Where the leaseholders or the tenants' association have nominated
a contractor, the landlord must try to obtain an estimate
from that contractor and must include this in the estimates
submitted or made available to the leaseholders. If more that
one nomination of an alternative contractor is made, then
the landlord must try to obtain an estimate from:
1. the person who received the most nominations; or
2. if two or more people received the same number of nominations,
then he can seek an estimate from any one of these nominees;
3. if neither (1) or (2) applies, then he must obtain an estimate
from any nominee.
After this, the landlord must supply to the leaseholders (and
the RTA) at least two estimates for the proposed works. Alternatively,
it may make the estimates available for inspection by the
leaseholders and the secretary of the RTA. One of the estimates
must be from a contractor whoilly unconnected with the landlord.
Again, the landlord must invite observations and it must have
"have regard to" the observations it receives. This
does not mean that the landlord is obliged to follow or act
on the comments, but if later challenged on the reasonableness
of the costs, it will need to show that it paid regard to
observations or justify why it did not do so.
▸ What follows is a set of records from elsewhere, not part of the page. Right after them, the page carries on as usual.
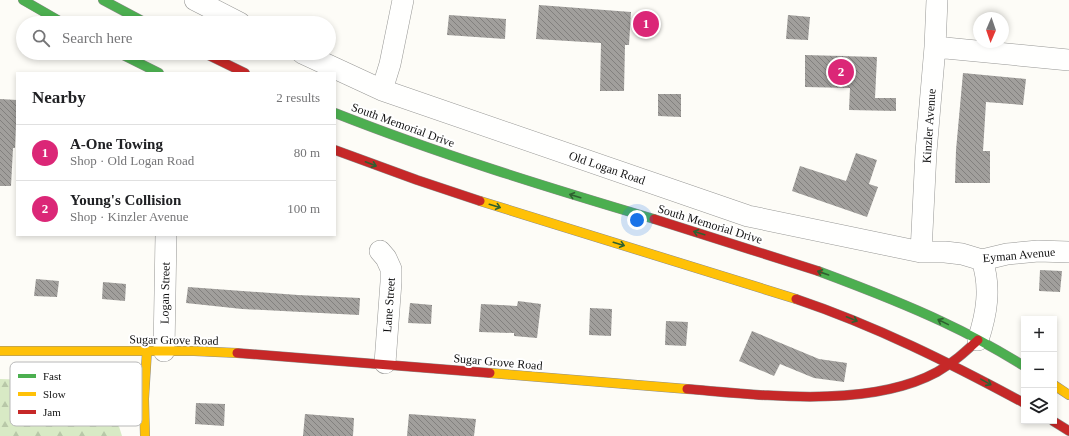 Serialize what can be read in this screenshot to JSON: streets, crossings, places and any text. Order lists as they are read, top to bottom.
{
  "streets": {
    "main road": ["South Memorial Drive", "Sugar Grove Road"],
    "street": [
      "Kinzler Avenue",
      "Old Logan Road",
      "Eyman Avenue",
      "Logan Street",
      "Lane Street"
    ]
  },
  "crossings": [
    ["South Memorial Drive", "Sugar Grove Road"],
    ["Kinzler Avenue", "Old Logan Road"],
    ["Kinzler Avenue", "Eyman Avenue"],
    ["Old Logan Road", "Eyman Avenue"],
    ["Logan Street", "Sugar Grove Road"],
    ["Lane Street", "Sugar Grove Road"]
  ],
  "legend": ["Fast", "Slow", "Jam"],
  "north": "bottom",
  "page": {
    "pins": ["1", "2"],
    "search": "Search here",
    "heading": ["Nearby", "2 results"],
    "list": [
      {
        "mark": "1",
        "name": "A-One Towing",
        "note": "Shop · Old Logan Road",
        "value": "80 m"
      },
      {
        "mark": "2",
        "name": "Young's Collision",
        "note": "Shop · Kinzler Avenue",
        "value": "100 m"
      }
    ],
    "map_buttons": ["+", "−"]
  }
} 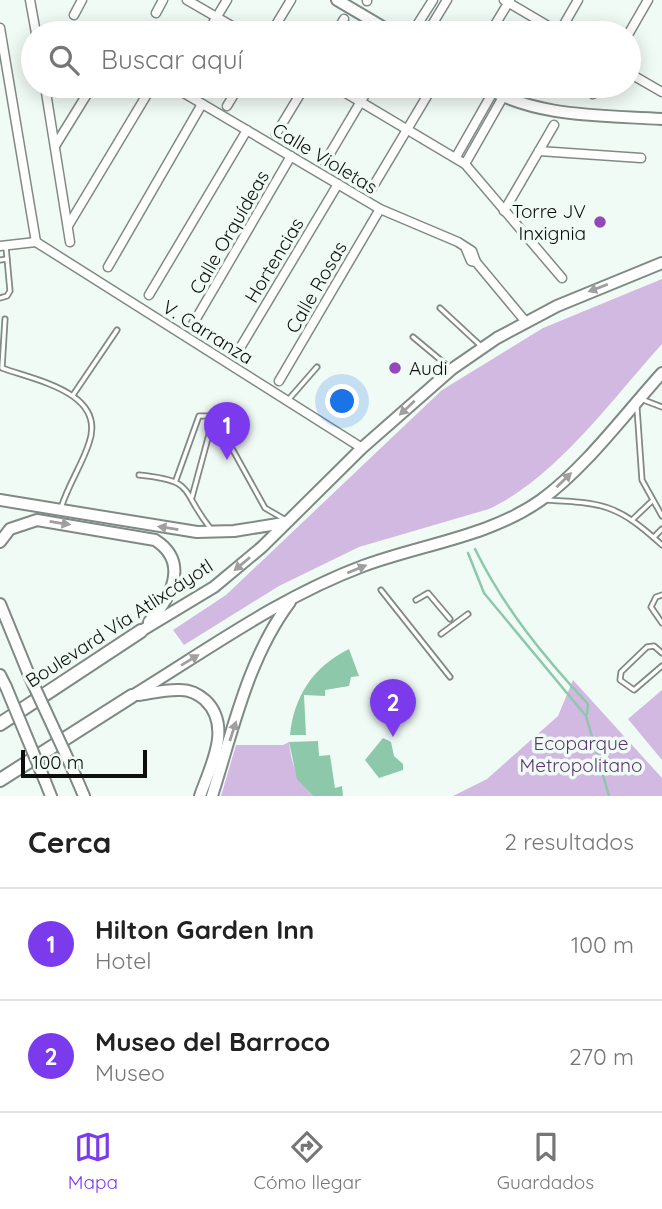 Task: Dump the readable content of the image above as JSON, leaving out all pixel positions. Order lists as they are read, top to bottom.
{
  "streets": {
    "main road": ["Boulevard Vía Atlixcáyotl"],
    "street": [
      "Calle Violetas",
      "Calle Orquídeas",
      "Hortencias",
      "Calle Rosas",
      "V. Carranza"
    ]
  },
  "crossings": [
    ["Calle Violetas", "Calle Orquídeas"],
    ["Calle Violetas", "Hortencias"],
    ["Calle Violetas", "Calle Rosas"],
    ["Calle Violetas", "Boulevard Vía Atlixcáyotl"],
    ["V. Carranza", "Boulevard Vía Atlixcáyotl"]
  ],
  "parks": ["Ecoparque Metropolitano"],
  "places": ["Torre JV Inxignia", "Audi"],
  "scale_bar": "100 m",
  "page": {
    "search": "Buscar aquí",
    "pins": ["1", "2"],
    "scale": "100 m",
    "heading": ["Cerca", "2 resultados"],
    "list": [
      {
        "mark": "1",
        "name": "Hilton Garden Inn",
        "note": "Hotel",
        "value": "100 m"
      },
      {
        "mark": "2",
        "name": "Museo del Barroco",
        "note": "Museo",
        "value": "270 m"
      }
    ],
    "nav": ["Mapa", "Cómo llegar", "Guardados"]
  }
} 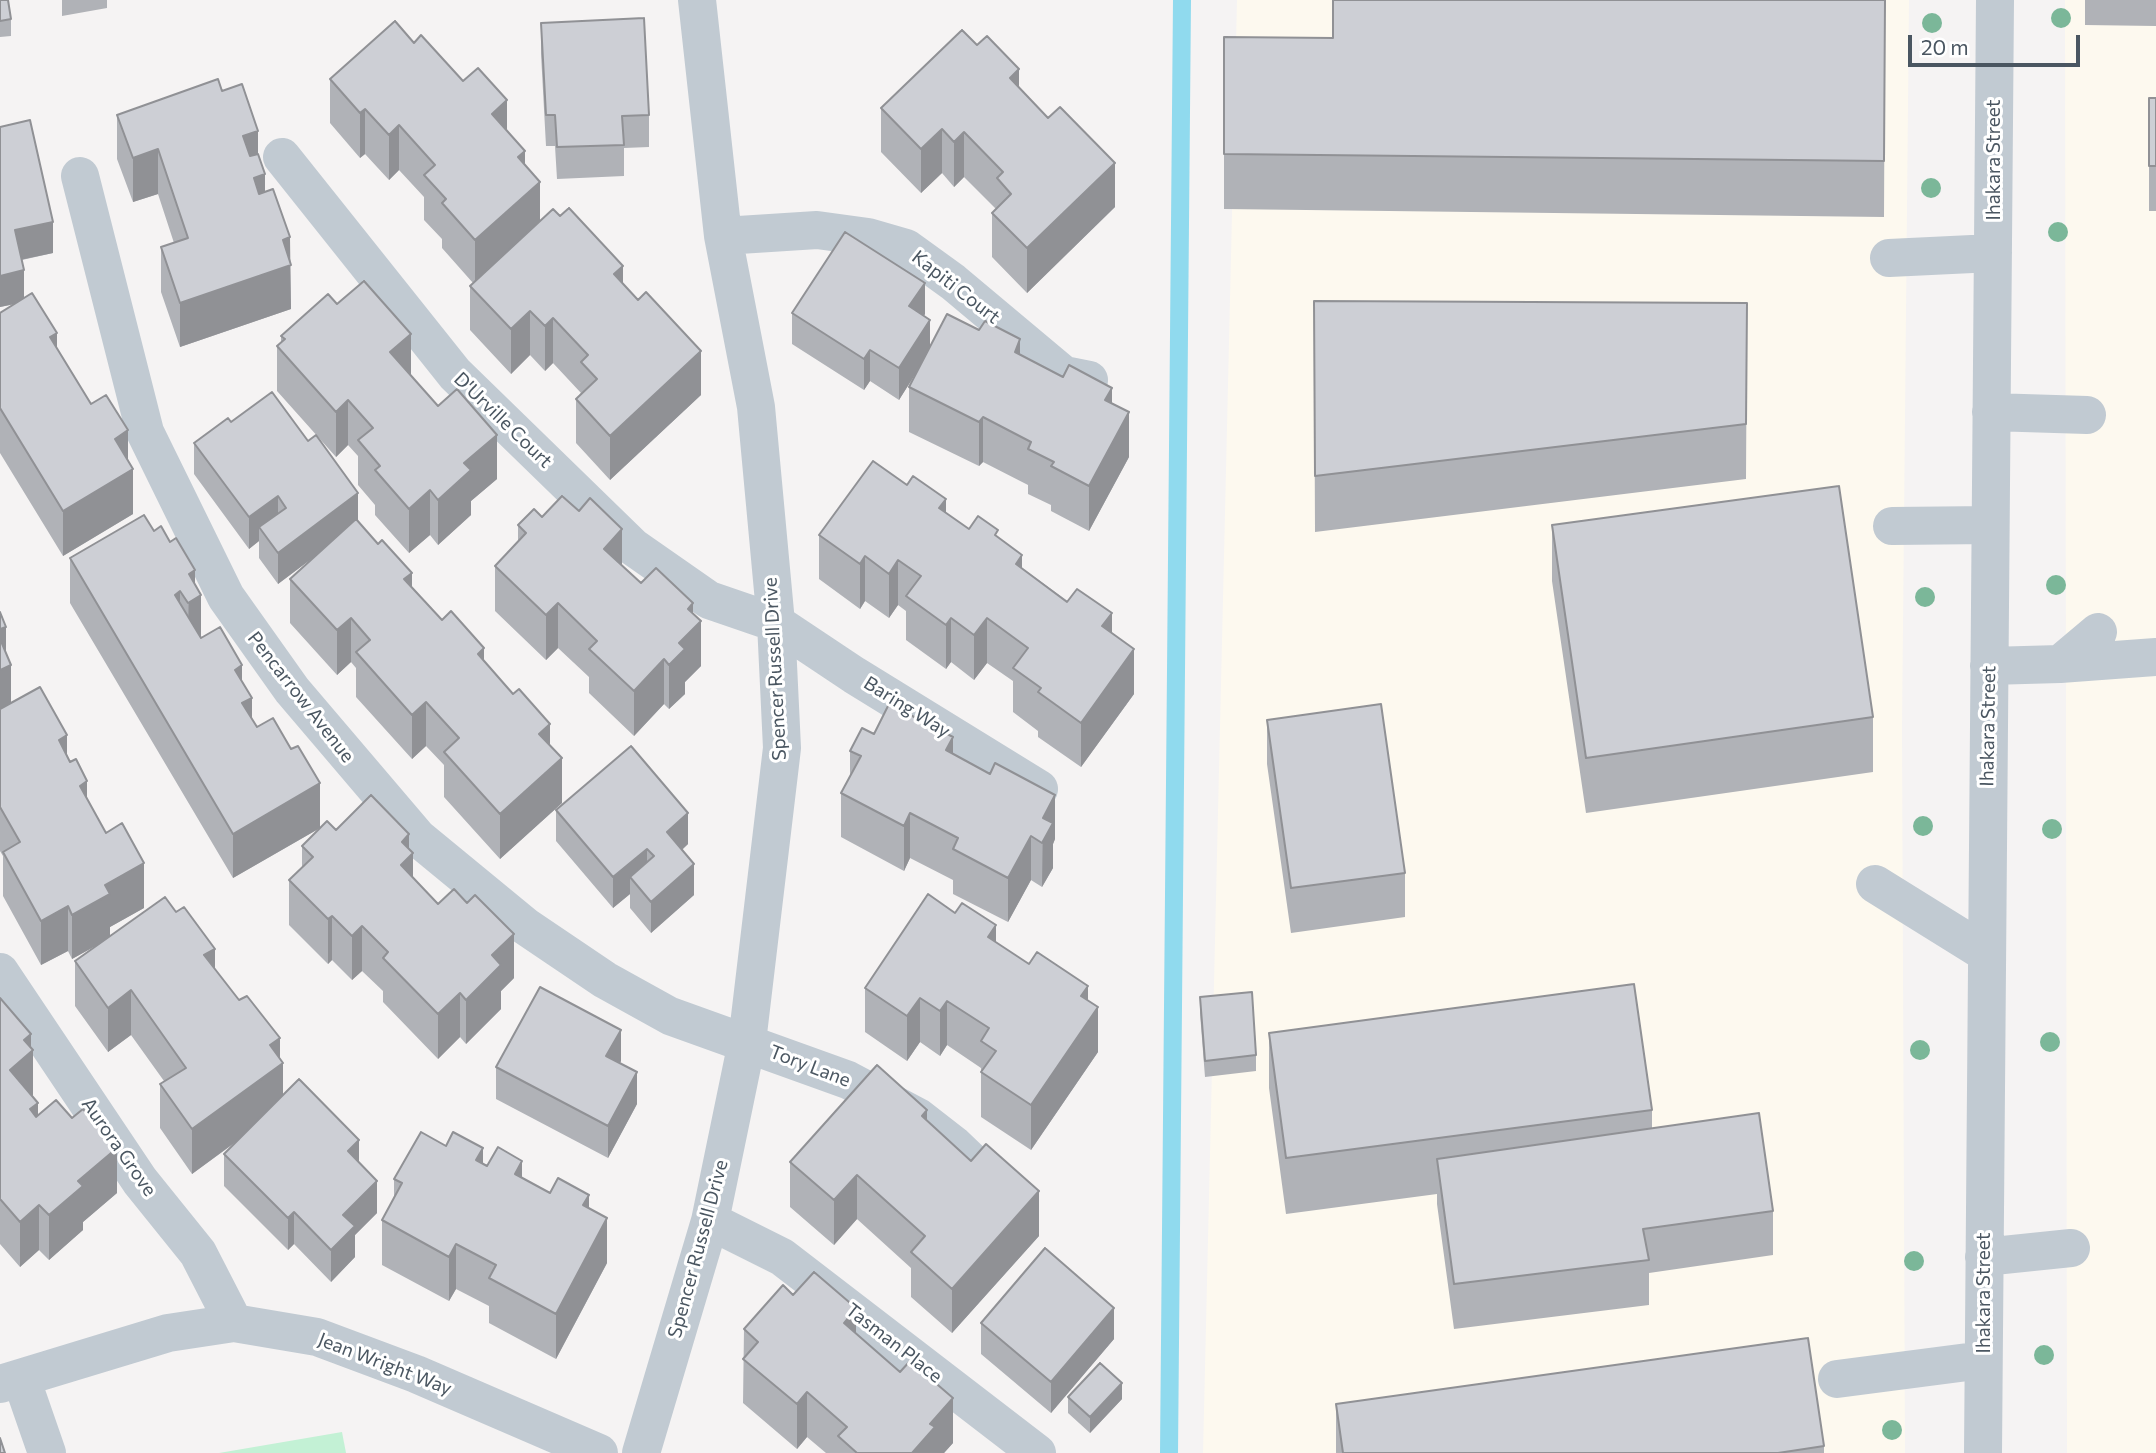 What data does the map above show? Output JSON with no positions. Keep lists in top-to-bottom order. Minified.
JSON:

In the event that any leaseholder or the RTA makes any observations
or nominates an alternative contractor, then as soon as reasonably
practicable after entering into the contract, the landlord
must serve further notices on all previous recipients stating
its reasons for awarding the contract, a summary of any observations
received and the landlord's response to those observations.
Alternatively, instead of serving notice, the landlord can
specify the place and hours at which a statement of those
reasons may be inspected.
In cases where the works are considered urgent, e.g. a leaking
roof or a dangerous structure, or in other cases where the
landlord wishes to proceed quickly, the landlord may apply
to the Leasehold Valuation Tribunal for an order to dispense
with the consultation procedure. In such a case, the LVT will
notify all service charge payers of the proposal.
If the landlord fails to carry out the consultation process
in the correct form and has not sought a dispensation from
the LVT, it will be unable to recover the cost of the works
from the leaseholders beyond the statutory limit of £250
per leaseholder.
Consultation on long-term agreements
Similar consultation procedures apply where a landlord proposes
wishes to enter into an agreement for works/services (e.g.
lift maintenance, gardening or cleaning services), if the
agreement is likely to last longer than 12 months and any
tenant will be expected to pay more than £1000 per accounting
period.
Again, the process is initiated by service of a notice on
each tenant and on the secretary of any RTA. The notice will
describe the proposed agreement and why it is deemed necessary,
or provide details of where this information can be inspected.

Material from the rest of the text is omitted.